Huiswoud is most often mentioned as the first black member of the Communist Party USA. In 1922 he was a member of the American delegation to the Fourth Congress of the Communist International (Comintern). While there, he was elected an honorary member of the Moscow City Council and had a rare audience with Lenin, who was already mortally ill. Huiswoud was elected to the Central Committee of the Communist Party USA, and later to the Executive Committee of Comintern. In 1927 he studied at the Lenin School in Moscow, one of the political institutions founded to train elite communist leaders. Comintern then assigned him as its primary organizer for the Caribbean region. At the meeting of the Sixth Comintern Congress in 1928 he was one of the several black delegates who helped formulate the official policy on nationalism, urging creation of independent black soviet republics in the southern United States and in southern Africa. This policy, called "Self-Determination in the Black Belt," stressed that the "Negro question" had to be viewed as primarily a class question related to colonialism and not as a race question. It was adopted despite having scant support from black delegates. Two years later Huiswoud openly challenged this position in an article titled "World Aspects of the Negro Question," published in the February 1930 issue of The Communist.

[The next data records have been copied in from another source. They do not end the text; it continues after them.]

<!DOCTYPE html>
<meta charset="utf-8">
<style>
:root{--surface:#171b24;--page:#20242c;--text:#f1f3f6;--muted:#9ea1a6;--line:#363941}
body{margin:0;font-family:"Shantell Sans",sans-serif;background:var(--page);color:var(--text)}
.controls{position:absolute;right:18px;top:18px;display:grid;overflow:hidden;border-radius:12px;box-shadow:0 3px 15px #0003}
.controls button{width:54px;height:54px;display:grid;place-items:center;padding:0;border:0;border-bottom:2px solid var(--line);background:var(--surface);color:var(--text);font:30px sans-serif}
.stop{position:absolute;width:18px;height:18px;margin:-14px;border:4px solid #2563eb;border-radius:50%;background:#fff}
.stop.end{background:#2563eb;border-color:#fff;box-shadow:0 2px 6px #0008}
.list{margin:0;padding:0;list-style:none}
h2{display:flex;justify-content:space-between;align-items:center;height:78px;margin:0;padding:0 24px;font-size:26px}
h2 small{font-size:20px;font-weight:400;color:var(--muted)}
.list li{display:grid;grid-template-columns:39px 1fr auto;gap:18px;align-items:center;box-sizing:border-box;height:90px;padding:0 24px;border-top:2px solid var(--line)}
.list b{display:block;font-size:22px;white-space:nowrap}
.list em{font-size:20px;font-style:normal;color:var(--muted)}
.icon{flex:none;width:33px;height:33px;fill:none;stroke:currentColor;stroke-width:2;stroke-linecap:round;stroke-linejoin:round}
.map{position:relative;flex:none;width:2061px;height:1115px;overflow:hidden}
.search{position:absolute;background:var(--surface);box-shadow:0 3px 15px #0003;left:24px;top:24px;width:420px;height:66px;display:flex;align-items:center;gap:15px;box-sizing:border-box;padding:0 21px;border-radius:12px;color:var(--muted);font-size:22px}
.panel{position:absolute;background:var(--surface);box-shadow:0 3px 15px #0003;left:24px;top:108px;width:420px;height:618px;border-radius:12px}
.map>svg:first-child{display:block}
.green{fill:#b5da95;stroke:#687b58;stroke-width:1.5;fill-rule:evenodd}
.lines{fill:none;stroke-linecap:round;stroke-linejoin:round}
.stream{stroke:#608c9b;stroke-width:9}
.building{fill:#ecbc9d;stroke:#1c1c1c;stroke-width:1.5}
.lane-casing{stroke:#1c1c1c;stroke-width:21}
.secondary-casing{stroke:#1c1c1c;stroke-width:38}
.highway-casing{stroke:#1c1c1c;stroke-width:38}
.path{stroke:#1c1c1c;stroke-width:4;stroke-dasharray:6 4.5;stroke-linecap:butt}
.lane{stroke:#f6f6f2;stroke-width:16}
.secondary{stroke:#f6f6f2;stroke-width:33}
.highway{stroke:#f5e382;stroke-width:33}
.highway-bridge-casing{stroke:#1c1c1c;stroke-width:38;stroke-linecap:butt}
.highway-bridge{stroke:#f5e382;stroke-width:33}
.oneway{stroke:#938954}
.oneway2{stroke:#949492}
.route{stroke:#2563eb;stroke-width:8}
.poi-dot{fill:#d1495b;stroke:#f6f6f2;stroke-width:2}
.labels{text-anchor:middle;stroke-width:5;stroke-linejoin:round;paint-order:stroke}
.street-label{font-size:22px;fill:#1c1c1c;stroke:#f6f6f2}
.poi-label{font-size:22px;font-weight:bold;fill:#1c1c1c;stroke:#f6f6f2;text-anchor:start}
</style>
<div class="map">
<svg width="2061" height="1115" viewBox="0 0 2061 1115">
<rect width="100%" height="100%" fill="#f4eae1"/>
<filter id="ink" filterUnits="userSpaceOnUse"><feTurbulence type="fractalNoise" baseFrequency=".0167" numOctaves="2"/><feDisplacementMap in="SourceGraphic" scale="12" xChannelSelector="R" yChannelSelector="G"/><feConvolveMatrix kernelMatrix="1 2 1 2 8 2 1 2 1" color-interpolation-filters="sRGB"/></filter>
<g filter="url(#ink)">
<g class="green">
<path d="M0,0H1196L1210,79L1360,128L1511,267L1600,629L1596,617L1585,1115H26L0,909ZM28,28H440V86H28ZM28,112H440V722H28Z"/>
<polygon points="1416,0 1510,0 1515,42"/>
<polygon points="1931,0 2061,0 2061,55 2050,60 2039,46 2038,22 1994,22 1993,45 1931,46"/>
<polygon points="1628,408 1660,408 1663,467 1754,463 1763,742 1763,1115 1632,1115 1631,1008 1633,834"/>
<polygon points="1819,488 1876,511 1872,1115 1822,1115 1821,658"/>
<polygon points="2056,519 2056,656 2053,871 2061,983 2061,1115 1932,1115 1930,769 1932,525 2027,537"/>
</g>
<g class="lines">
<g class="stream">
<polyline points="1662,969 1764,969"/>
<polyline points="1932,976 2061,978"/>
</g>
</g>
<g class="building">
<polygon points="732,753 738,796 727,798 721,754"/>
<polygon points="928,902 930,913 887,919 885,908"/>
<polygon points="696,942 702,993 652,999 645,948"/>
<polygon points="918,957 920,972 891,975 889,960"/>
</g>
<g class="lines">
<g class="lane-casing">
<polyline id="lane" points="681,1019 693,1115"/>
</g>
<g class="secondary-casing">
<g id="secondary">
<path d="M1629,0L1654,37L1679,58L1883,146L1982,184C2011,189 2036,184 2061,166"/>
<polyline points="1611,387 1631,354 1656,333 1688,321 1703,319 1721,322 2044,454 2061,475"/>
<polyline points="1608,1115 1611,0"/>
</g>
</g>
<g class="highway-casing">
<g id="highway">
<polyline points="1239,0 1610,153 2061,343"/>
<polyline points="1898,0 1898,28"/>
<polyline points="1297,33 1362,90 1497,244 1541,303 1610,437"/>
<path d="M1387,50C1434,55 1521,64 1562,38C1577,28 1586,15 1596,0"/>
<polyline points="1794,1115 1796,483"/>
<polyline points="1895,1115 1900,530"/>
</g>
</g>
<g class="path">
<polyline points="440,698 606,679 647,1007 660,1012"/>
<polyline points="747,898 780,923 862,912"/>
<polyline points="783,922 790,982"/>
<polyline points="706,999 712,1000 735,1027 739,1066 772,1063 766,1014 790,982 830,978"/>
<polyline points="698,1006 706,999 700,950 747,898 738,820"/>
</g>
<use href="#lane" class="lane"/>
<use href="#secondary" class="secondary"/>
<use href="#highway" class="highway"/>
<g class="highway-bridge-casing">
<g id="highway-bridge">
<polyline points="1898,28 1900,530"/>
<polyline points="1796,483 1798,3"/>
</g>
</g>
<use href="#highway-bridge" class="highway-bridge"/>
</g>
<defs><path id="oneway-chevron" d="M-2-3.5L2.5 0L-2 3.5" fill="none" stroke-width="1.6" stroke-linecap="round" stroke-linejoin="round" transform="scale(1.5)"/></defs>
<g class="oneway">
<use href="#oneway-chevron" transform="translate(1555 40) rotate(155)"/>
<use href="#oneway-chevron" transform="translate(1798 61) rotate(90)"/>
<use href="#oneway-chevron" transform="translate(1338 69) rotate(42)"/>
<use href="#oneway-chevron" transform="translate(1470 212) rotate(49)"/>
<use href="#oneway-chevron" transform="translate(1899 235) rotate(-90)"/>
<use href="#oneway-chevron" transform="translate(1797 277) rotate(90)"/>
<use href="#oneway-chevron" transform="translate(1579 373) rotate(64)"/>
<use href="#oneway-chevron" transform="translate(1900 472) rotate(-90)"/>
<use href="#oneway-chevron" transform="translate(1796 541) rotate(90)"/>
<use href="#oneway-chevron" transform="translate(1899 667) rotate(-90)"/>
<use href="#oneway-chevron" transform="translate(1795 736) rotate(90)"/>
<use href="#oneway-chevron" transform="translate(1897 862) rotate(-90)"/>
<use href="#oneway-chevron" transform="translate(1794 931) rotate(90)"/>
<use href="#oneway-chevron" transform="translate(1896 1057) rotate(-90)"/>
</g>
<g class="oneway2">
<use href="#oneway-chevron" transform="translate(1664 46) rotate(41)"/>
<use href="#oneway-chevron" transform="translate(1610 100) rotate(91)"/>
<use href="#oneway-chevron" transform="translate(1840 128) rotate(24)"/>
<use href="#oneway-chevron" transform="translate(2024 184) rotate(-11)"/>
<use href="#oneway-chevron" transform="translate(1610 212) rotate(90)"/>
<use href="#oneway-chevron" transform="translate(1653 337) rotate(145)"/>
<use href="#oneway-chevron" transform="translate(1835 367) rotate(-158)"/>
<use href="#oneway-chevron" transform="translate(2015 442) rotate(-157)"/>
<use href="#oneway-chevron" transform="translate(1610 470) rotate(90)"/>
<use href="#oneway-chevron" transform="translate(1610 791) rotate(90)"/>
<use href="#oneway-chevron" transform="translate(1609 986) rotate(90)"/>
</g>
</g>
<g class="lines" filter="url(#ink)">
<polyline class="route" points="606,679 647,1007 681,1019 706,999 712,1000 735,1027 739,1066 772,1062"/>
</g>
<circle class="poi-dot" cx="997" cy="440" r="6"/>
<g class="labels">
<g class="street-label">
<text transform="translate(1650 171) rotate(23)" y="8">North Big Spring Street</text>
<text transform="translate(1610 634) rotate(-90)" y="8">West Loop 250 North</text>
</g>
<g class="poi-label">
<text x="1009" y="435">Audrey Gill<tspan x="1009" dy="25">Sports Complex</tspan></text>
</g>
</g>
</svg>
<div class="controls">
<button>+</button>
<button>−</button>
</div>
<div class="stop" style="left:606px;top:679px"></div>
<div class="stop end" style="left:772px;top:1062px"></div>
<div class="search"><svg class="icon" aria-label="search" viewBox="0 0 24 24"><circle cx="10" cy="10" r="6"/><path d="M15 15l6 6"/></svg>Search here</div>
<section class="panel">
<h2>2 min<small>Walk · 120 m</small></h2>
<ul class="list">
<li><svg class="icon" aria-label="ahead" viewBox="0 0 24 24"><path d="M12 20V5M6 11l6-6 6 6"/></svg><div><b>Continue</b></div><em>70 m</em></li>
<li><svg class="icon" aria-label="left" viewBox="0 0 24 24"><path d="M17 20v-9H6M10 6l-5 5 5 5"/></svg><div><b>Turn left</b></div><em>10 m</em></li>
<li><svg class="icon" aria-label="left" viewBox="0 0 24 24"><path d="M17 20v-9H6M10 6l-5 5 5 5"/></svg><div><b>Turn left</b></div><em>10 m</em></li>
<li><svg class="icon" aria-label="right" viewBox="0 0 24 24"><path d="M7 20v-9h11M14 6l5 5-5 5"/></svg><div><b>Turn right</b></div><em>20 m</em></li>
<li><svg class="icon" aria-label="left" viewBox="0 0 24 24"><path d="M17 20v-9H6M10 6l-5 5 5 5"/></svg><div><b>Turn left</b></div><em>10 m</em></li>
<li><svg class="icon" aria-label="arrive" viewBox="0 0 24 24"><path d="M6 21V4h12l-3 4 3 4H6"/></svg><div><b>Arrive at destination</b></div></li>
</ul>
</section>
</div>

Another important post with Comintern followed in 1934 when he became the editor of the Negro Worker, the organ of the International Trade Union Committee of Negro Workers. In this he succeeded the Trinidadian George Padmore (19021957) the founder of the Negro Worker, who was expelled from the Communist Party for failing to follow the party line. This monthly had been based in Hamburg, but flight from the Nazis prompted moves to Copenhagen and then Paris from 1936 to 1938. During these years Huiswoud and his British-Guianese wife, H. A. Dumont, traveled through the European cities with uncertainty concerning the welcome they would receive from nervous local authorities. In 1935 they were in the Netherlands, only to move back to New York in 1938, then back to Suriname in 1941, when Huiswoud's health required a warmer climate. Upon his arrival in Paramaribo in January, however, the authorities arrested him without charges and detained him for twenty-two months in an internment camp whose mixed population of Nazis, Jewish refugees, and antifascists reflected the political uncertainty common to a number of European colonies during World War II. After the war, he and his wife moved finally to the Netherlands. There he took a job with PTT, the national communications company, and he was a leader in the Surinamer community, serving for years as president of the nationalistic association Ons Suriname (Our Suriname), and collaborating with the two other main like-minded groups, Wie Eegie Sanie (Our Own Things) and the Surinaamse Studenten Vereniging (The Surinamer Student Union). He died in the Netherlands in 1961.

See also African Blood Brotherhood; Communist Party of the United States; Messenger, The

Bibliography

Huiswoud, Otto E. "World Aspects of the Negro Question." The Communist (February 1930): 132147.

Oostindie, Gert. "Kondreman in Bakrakondre." In In het land van de overheerser, edited by Gert Oostindie and E. Maduro. Dordrecht, Germany: Floris, 1986.

Solomon, Mark. The Cry Was Unity: Communists and African Americans, 1917-1936. Jackson: University Press of Mississippi, 1998. Van Enckevort, Maria Gertrudis. "The Life and Work of Otto

Huiswoud: Professional Revolutionary and Internationalist (1893-1961)." Ph.D. diss., University of the West Indies, Mona Campus, 2000.